Give again, word for word, every line below from the one that has "155px,162px 223px,178px 219px,190px" through the one that has "423px,1472px 454px,1567px 434px,1555px", both included, and no others.

(Provided information Opens)

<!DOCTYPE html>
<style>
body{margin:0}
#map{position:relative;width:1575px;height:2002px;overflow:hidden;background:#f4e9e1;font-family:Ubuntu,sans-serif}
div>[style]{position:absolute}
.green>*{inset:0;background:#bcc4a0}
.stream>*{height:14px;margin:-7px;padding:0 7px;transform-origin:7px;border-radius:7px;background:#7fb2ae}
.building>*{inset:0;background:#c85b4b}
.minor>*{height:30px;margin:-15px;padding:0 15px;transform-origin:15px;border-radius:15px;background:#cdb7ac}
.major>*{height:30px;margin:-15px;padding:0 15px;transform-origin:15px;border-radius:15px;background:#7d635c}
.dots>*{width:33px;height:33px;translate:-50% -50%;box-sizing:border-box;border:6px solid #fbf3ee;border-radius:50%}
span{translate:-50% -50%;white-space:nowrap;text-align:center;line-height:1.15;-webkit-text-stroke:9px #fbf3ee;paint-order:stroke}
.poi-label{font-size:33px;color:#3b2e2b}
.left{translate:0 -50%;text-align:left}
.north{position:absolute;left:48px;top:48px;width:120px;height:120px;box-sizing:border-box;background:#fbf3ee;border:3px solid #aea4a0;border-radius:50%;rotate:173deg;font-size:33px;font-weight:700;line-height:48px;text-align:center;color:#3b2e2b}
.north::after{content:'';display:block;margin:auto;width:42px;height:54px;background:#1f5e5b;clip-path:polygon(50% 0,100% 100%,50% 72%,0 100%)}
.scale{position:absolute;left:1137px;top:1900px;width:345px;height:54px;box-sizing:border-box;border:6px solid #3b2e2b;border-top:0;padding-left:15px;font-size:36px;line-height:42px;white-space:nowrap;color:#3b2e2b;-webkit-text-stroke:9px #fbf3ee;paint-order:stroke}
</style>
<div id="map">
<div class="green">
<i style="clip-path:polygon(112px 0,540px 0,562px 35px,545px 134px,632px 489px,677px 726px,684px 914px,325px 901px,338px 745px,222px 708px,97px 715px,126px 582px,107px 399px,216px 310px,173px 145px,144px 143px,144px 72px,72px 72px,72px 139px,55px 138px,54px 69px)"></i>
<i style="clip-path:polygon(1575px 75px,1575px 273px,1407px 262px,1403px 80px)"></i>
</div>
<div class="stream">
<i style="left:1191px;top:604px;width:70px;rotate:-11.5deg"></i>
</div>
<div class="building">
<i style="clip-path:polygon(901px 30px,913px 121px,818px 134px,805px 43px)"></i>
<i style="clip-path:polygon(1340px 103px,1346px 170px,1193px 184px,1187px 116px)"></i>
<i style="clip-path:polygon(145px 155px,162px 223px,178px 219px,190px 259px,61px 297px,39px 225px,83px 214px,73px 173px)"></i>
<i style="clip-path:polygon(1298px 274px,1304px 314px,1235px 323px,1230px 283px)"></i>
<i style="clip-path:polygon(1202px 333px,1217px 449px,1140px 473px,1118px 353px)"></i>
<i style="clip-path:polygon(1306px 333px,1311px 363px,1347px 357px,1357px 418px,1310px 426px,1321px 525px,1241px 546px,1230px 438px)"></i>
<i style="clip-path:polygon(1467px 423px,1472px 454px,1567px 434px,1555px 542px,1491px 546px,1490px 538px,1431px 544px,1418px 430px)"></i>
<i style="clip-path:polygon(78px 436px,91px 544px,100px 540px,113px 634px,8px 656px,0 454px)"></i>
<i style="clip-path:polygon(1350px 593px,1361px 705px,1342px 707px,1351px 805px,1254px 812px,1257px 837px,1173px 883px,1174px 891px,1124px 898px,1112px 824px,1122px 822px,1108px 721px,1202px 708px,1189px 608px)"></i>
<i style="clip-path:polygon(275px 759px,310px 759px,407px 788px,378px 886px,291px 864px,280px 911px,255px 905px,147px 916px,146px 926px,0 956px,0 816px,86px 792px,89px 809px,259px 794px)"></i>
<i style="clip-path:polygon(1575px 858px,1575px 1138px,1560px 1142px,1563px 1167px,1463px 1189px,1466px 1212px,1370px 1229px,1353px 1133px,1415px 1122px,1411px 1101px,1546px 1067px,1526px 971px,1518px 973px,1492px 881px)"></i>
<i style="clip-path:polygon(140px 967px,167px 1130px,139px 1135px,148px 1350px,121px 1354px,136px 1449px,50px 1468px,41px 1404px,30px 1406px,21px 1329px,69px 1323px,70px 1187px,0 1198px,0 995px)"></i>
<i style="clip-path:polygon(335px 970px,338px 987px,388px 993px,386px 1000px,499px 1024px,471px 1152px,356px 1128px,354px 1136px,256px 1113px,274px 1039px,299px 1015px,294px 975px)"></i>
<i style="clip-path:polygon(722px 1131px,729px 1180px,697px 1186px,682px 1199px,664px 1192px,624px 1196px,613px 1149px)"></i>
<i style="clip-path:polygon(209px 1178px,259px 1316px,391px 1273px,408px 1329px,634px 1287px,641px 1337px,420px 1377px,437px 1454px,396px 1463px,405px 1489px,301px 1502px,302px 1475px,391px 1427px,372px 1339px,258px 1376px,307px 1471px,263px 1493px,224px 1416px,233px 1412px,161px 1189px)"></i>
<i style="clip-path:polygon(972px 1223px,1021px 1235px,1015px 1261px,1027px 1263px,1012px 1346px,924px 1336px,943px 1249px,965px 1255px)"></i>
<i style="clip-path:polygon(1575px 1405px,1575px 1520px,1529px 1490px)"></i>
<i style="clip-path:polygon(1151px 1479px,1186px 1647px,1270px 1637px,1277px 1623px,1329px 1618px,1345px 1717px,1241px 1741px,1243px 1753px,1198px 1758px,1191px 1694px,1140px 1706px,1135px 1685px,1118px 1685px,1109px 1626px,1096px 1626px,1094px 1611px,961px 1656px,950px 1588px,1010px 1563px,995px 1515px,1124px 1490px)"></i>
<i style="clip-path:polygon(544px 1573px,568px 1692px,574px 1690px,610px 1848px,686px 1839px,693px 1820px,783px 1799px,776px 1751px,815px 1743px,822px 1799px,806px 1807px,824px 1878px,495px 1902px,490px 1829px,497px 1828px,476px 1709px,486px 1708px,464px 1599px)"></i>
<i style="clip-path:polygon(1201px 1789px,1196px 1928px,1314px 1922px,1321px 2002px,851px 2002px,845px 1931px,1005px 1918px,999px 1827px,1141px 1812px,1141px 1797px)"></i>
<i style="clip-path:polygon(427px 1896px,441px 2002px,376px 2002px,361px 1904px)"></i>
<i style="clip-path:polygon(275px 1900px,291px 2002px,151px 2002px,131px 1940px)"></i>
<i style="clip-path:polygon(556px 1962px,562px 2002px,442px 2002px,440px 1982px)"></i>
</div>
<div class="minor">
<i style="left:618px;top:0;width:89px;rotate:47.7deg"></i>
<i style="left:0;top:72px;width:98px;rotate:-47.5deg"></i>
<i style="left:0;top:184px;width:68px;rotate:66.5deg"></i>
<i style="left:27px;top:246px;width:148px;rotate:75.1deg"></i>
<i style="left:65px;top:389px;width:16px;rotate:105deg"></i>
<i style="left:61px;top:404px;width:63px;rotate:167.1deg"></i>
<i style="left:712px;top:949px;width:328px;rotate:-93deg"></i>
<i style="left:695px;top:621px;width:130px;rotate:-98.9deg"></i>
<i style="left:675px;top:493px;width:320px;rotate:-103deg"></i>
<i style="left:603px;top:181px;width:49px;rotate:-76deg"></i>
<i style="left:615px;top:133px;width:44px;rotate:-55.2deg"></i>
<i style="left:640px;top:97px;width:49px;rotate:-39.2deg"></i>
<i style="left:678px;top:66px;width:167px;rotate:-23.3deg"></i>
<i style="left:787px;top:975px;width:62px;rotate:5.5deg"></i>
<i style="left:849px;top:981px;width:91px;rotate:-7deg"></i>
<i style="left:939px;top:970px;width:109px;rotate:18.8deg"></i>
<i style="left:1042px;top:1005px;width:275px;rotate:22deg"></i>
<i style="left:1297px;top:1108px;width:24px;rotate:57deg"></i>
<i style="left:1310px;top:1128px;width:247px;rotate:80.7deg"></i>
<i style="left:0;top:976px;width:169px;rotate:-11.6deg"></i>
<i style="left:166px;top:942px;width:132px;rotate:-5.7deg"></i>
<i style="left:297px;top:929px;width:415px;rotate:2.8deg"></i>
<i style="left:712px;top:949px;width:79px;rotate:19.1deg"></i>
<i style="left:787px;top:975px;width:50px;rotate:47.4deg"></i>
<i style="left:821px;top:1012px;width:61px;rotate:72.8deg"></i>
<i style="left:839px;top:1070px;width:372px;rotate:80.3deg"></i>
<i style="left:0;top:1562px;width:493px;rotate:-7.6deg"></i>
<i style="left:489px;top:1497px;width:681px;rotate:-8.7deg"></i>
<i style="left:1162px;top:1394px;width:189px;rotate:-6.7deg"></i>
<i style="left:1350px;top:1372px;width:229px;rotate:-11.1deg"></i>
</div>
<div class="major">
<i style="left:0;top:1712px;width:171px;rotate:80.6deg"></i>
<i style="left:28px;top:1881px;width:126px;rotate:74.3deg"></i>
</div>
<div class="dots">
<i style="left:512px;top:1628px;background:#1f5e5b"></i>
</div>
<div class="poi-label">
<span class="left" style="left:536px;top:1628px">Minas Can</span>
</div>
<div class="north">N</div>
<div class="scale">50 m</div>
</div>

(Provided information Closes)

**Your response**
<i style="clip-path:polygon(145px 155px,162px 223px,178px 219px,190px 259px,61px 297px,39px 225px,83px 214px,73px 173px)"></i>
<i style="clip-path:polygon(1298px 274px,1304px 314px,1235px 323px,1230px 283px)"></i>
<i style="clip-path:polygon(1202px 333px,1217px 449px,1140px 473px,1118px 353px)"></i>
<i style="clip-path:polygon(1306px 333px,1311px 363px,1347px 357px,1357px 418px,1310px 426px,1321px 525px,1241px 546px,1230px 438px)"></i>
<i style="clip-path:polygon(1467px 423px,1472px 454px,1567px 434px,1555px 542px,1491px 546px,1490px 538px,1431px 544px,1418px 430px)"></i>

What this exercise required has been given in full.